**Exercise:**
The answer is one number. Say how many lines in the entries below include the word "position".

[Dataset excerpts]

▼

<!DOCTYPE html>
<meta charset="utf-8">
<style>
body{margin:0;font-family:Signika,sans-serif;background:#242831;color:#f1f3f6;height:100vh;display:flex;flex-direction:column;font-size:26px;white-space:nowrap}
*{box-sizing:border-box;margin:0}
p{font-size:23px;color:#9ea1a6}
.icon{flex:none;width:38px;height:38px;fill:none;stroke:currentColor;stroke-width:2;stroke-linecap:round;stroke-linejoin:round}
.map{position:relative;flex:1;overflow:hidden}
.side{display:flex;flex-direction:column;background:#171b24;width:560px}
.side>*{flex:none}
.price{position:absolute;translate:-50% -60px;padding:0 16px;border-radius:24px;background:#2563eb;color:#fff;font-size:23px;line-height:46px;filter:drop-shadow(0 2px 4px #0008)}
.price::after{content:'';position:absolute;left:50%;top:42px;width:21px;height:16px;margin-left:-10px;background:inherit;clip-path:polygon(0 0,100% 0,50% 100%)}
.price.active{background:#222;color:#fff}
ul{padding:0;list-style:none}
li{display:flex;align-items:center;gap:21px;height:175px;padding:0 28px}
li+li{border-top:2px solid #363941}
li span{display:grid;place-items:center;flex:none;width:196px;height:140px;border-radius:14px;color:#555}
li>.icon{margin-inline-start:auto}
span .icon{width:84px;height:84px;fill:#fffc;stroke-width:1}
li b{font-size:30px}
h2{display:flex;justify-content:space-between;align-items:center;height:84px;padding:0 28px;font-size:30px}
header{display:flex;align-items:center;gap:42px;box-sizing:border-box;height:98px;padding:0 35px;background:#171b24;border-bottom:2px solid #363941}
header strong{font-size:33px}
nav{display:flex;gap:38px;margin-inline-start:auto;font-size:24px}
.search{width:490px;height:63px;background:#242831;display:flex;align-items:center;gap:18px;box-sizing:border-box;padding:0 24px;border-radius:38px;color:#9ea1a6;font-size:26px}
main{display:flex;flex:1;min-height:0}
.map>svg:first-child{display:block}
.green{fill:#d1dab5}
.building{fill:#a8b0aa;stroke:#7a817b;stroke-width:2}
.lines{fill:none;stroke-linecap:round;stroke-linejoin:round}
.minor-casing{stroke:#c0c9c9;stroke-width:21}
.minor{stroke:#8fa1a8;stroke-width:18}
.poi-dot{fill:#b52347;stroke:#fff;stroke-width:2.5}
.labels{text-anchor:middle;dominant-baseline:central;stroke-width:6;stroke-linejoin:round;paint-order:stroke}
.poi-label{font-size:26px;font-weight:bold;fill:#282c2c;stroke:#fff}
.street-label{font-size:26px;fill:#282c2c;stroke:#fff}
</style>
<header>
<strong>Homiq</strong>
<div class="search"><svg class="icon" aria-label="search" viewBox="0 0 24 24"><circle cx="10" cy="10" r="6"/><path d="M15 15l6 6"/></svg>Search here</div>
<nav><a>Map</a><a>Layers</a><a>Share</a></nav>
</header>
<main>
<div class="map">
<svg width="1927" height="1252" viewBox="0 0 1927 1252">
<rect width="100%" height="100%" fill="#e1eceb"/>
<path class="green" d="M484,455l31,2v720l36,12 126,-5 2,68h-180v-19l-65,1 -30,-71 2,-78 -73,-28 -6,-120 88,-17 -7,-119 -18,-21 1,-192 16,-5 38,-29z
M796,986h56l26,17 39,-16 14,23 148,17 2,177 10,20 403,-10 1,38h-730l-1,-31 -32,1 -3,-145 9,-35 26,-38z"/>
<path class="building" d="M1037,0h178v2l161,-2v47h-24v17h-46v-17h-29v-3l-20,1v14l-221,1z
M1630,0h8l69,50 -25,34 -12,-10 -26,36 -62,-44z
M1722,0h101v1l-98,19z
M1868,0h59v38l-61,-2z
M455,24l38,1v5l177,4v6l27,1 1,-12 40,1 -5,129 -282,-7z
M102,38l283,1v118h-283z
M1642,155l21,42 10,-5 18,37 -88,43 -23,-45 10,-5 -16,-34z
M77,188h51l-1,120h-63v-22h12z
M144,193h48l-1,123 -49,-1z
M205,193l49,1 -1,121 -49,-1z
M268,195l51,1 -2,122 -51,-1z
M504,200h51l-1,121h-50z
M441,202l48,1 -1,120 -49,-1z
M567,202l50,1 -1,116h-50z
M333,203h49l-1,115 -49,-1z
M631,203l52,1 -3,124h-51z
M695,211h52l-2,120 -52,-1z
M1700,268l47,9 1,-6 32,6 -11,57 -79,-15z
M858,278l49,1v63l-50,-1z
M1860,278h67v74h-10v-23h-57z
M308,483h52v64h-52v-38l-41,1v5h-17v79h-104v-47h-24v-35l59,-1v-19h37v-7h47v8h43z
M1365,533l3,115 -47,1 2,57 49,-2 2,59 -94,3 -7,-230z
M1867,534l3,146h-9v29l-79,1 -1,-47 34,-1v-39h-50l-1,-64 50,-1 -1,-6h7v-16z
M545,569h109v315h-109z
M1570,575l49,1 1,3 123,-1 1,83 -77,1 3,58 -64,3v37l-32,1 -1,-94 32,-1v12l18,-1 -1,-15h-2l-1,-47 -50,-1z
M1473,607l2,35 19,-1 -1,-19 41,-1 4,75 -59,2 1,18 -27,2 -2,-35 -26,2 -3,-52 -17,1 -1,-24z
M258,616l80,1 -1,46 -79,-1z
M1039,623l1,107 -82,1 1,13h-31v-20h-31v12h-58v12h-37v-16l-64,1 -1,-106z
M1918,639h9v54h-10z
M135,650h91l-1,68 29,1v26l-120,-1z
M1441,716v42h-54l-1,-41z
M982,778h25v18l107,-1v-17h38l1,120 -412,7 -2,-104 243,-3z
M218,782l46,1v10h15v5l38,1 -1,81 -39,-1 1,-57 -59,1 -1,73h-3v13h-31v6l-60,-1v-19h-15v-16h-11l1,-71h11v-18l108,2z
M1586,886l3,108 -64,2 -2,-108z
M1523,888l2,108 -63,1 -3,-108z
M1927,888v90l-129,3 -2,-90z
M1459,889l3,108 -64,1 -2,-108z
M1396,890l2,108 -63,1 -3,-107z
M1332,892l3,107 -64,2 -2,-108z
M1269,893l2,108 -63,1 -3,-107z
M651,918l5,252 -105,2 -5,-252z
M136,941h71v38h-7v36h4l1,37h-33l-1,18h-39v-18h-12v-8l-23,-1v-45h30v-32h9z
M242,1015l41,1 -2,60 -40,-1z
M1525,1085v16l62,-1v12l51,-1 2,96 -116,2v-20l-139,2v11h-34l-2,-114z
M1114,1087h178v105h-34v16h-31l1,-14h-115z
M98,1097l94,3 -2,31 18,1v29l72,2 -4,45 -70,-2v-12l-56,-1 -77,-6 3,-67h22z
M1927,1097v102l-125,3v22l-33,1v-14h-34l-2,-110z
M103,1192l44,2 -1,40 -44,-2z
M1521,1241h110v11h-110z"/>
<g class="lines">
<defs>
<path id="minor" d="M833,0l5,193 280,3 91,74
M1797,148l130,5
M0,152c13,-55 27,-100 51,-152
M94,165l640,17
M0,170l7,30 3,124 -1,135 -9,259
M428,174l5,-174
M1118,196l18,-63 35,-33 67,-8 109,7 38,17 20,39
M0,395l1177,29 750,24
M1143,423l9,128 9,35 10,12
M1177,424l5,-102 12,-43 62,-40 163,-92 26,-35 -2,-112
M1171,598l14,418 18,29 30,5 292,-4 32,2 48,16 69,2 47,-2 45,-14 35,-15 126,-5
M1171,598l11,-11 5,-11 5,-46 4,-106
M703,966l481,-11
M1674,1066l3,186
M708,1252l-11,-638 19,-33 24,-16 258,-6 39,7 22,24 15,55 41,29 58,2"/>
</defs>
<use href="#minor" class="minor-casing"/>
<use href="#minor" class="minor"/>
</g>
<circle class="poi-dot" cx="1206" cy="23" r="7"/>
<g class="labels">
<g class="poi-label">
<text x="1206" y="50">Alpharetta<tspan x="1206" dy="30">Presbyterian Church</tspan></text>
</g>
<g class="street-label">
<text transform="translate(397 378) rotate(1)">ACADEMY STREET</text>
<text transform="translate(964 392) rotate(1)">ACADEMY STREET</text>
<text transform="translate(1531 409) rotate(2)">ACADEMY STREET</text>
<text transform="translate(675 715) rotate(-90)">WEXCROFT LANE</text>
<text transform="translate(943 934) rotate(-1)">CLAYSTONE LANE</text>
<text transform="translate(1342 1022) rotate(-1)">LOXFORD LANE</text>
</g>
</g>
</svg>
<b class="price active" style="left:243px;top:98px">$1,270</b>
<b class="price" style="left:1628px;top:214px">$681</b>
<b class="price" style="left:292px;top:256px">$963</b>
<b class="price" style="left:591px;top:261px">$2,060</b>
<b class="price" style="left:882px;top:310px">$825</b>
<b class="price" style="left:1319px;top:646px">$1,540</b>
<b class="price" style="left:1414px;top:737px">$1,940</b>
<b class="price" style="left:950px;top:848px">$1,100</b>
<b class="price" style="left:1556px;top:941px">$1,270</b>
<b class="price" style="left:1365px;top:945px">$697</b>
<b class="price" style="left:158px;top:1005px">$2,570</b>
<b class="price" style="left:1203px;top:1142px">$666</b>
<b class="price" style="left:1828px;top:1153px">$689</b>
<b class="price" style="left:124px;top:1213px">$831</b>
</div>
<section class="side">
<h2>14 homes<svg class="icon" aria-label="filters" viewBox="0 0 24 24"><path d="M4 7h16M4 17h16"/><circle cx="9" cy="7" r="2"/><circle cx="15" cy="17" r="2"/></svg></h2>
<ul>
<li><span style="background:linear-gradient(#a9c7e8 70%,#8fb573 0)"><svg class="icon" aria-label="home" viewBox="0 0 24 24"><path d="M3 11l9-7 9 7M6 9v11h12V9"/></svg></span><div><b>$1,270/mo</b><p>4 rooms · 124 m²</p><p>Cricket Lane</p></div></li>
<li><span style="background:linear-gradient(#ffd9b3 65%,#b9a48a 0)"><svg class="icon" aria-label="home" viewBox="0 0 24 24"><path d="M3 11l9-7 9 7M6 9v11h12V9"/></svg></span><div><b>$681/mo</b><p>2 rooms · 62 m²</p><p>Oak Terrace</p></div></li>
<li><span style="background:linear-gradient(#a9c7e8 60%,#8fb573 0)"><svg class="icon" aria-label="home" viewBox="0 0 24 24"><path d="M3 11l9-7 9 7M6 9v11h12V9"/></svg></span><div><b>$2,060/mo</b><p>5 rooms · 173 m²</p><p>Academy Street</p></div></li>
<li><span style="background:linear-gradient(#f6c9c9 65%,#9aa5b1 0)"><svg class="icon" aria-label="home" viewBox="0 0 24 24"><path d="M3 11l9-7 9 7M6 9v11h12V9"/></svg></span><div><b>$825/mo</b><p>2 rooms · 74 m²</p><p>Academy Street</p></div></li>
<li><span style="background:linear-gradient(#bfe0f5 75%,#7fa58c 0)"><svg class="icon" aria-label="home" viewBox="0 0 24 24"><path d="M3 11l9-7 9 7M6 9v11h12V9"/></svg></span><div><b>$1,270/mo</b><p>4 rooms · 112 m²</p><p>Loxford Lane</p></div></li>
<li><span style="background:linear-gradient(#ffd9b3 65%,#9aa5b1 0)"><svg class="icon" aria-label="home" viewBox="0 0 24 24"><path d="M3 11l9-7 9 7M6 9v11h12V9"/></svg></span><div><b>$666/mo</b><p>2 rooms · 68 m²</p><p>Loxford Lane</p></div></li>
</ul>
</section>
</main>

▲

**Answer box:**
3